Set down the material exactly as given, please, from its first line through the line that includes "width:90px; height:90px; display:grid;".

━━━━━ DATA FOR THIS TASK ━━━━━

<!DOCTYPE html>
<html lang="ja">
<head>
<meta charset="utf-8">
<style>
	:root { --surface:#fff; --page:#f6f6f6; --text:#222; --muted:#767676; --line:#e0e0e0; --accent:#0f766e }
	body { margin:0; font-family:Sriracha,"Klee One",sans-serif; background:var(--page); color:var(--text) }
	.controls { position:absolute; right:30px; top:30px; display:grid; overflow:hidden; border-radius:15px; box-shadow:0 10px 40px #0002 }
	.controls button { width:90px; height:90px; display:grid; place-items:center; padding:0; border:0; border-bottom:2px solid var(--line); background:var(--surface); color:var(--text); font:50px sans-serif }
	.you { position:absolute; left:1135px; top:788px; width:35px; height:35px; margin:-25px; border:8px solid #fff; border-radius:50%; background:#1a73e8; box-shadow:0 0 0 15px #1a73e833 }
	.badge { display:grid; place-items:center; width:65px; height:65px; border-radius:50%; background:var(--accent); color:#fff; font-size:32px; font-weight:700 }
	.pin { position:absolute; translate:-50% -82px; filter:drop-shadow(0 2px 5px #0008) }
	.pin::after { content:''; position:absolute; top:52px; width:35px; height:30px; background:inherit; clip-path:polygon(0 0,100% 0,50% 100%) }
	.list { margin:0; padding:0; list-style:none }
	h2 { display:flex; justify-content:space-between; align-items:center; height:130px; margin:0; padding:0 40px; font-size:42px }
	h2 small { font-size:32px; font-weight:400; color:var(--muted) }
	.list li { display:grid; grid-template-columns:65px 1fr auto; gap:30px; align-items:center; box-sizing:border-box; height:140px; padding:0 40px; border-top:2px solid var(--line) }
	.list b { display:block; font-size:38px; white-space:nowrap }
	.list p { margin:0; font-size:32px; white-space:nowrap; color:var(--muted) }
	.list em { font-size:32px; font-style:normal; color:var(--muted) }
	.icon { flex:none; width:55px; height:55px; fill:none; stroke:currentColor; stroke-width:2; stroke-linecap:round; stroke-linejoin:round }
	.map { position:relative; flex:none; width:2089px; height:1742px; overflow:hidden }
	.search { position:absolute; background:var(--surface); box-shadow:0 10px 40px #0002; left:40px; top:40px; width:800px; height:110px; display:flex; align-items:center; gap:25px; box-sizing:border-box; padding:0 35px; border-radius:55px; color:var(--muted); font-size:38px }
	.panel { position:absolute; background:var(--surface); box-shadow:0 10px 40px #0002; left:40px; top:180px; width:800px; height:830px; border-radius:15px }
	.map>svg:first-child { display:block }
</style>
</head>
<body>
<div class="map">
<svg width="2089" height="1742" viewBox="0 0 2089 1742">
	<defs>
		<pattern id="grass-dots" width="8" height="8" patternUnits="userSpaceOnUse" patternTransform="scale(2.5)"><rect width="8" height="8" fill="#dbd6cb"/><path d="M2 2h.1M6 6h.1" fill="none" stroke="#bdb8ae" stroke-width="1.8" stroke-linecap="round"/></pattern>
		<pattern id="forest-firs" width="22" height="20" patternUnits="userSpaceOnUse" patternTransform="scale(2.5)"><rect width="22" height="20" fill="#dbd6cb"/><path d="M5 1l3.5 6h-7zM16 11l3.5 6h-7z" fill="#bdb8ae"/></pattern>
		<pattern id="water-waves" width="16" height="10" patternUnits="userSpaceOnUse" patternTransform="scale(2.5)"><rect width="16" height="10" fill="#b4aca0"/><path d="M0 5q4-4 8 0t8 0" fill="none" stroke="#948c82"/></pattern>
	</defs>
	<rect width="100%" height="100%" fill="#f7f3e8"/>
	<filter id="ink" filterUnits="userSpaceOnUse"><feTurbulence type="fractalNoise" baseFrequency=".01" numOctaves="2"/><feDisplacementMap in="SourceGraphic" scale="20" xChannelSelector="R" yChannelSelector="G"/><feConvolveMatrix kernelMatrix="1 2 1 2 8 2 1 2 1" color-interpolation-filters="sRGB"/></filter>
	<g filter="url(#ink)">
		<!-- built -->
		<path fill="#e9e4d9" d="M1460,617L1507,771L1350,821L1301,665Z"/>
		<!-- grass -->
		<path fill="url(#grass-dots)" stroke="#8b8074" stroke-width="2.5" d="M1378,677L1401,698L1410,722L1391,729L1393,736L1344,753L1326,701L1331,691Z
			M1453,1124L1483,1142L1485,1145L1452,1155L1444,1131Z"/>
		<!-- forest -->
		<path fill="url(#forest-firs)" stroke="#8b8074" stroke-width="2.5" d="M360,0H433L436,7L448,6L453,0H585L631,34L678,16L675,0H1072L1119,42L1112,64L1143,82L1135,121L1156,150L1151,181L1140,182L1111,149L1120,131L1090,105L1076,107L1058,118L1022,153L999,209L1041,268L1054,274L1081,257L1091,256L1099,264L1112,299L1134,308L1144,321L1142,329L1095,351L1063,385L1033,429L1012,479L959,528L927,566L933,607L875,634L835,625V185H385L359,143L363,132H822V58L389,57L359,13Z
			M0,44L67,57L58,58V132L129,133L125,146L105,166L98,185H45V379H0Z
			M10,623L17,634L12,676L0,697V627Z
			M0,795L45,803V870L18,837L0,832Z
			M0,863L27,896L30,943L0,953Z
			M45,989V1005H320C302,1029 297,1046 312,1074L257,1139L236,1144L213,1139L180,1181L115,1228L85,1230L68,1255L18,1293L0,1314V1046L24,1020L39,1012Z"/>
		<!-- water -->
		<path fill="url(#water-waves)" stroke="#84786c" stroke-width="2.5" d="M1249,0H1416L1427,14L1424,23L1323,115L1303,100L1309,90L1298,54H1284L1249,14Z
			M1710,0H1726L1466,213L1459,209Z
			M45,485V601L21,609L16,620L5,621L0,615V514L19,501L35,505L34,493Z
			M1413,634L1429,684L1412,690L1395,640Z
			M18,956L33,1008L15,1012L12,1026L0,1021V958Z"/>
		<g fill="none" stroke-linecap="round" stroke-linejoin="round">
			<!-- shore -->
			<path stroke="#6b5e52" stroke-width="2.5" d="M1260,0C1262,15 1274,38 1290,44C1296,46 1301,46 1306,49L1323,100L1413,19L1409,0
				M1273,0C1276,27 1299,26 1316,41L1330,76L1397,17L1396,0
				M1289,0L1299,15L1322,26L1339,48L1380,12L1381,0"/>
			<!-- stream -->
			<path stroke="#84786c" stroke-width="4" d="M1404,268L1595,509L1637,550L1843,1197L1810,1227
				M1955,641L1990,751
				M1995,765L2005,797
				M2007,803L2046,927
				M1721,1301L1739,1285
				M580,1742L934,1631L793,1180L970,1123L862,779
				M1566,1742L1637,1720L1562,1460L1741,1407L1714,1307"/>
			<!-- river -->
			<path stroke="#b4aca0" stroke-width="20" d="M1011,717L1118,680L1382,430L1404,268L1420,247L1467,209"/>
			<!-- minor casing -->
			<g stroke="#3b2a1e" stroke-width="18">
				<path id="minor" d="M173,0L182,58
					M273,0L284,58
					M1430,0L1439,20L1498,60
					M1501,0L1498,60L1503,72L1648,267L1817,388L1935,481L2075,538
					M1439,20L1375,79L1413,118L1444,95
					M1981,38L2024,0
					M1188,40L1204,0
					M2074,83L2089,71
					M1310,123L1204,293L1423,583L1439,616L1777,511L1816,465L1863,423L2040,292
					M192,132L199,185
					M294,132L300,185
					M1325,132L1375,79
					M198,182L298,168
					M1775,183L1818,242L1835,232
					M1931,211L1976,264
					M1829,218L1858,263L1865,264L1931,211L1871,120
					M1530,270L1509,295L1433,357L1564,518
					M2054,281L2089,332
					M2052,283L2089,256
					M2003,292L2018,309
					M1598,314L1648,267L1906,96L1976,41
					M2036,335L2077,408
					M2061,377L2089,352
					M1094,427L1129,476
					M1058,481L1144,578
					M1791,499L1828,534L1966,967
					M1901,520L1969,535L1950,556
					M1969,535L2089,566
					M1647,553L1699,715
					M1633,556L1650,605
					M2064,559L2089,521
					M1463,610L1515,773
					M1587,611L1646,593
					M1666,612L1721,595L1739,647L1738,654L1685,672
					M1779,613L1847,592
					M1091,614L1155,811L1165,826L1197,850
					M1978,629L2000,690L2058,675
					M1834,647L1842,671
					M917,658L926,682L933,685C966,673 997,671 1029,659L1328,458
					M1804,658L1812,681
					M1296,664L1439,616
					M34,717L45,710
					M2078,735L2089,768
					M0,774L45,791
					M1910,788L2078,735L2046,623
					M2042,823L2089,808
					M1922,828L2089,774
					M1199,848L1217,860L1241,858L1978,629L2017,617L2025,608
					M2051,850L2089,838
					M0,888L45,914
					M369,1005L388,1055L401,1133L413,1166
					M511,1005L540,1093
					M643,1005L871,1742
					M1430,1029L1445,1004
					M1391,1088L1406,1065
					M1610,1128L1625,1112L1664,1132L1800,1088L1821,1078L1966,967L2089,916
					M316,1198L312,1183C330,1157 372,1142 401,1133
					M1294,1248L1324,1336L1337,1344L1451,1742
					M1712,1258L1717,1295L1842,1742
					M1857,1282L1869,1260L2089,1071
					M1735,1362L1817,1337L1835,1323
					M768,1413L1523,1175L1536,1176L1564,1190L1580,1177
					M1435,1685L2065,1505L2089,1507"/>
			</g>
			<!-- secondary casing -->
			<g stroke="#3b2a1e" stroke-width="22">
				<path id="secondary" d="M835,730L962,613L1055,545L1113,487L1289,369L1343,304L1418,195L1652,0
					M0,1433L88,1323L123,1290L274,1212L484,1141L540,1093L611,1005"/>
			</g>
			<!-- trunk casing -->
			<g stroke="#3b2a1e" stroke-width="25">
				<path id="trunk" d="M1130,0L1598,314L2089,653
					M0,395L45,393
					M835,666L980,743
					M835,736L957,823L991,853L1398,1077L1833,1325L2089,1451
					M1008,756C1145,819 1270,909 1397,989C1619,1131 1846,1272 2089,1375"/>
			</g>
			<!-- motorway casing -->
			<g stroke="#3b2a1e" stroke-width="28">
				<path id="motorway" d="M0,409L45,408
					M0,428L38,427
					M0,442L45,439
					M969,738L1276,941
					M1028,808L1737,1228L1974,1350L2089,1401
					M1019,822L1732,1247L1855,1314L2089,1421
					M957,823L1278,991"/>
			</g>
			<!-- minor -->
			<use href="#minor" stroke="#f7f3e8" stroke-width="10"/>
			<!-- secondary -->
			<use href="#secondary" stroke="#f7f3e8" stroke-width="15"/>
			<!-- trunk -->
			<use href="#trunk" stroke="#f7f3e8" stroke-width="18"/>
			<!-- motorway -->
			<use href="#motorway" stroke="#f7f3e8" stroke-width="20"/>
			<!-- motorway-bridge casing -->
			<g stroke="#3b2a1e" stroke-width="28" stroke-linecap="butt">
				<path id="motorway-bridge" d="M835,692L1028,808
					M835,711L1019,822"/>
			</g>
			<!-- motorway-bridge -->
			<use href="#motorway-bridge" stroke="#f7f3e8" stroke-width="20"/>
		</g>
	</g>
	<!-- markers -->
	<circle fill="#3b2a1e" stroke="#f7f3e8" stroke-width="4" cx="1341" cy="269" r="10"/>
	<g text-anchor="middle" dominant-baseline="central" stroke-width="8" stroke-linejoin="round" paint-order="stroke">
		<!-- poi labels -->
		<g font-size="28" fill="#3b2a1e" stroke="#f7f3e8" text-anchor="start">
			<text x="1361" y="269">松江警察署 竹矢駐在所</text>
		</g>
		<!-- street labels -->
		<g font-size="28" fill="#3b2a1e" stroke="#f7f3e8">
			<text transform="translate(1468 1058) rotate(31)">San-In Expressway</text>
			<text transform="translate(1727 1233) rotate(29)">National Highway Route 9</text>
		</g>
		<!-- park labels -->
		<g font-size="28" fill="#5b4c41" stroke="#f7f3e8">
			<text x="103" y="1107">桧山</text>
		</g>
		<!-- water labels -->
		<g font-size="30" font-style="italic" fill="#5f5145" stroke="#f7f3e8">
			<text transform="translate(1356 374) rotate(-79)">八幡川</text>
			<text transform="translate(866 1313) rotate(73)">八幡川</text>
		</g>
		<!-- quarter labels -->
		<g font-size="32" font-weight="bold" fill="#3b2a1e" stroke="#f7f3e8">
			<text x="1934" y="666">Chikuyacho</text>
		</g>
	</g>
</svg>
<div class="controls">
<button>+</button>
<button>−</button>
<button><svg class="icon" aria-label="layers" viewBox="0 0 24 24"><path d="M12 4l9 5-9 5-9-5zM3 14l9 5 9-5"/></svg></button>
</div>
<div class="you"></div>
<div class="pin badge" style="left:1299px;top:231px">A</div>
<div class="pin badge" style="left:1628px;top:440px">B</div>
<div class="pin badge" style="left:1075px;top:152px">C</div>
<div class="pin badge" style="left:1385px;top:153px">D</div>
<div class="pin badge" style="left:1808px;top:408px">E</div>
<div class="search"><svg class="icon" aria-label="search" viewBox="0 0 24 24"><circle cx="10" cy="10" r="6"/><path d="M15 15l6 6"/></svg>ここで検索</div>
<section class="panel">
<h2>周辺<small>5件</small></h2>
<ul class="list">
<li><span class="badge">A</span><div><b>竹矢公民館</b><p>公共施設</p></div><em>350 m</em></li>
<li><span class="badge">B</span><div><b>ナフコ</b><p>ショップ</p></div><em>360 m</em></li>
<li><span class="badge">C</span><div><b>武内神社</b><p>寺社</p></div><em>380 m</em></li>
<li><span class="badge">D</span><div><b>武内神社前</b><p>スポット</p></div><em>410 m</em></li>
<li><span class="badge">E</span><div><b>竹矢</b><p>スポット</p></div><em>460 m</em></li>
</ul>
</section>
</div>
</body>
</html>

━━━━━

## RESPONSE FOR THIS EXERCISE
<!DOCTYPE html>
<html lang="ja">
<head>
<meta charset="utf-8">
<style>
	:root { --surface:#fff; --page:#f6f6f6; --text:#222; --muted:#767676; --line:#e0e0e0; --accent:#0f766e }
	body { margin:0; font-family:Sriracha,"Klee One",sans-serif; background:var(--page); color:var(--text) }
	.controls { position:absolute; right:30px; top:30px; display:grid; overflow:hidden; border-radius:15px; box-shadow:0 10px 40px #0002 }
	.controls button { width:90px; height:90px; display:grid; place-items:center; padding:0; border:0; border-bottom:2px solid var(--line); background:var(--surface); color:var(--text); font:50px sans-serif }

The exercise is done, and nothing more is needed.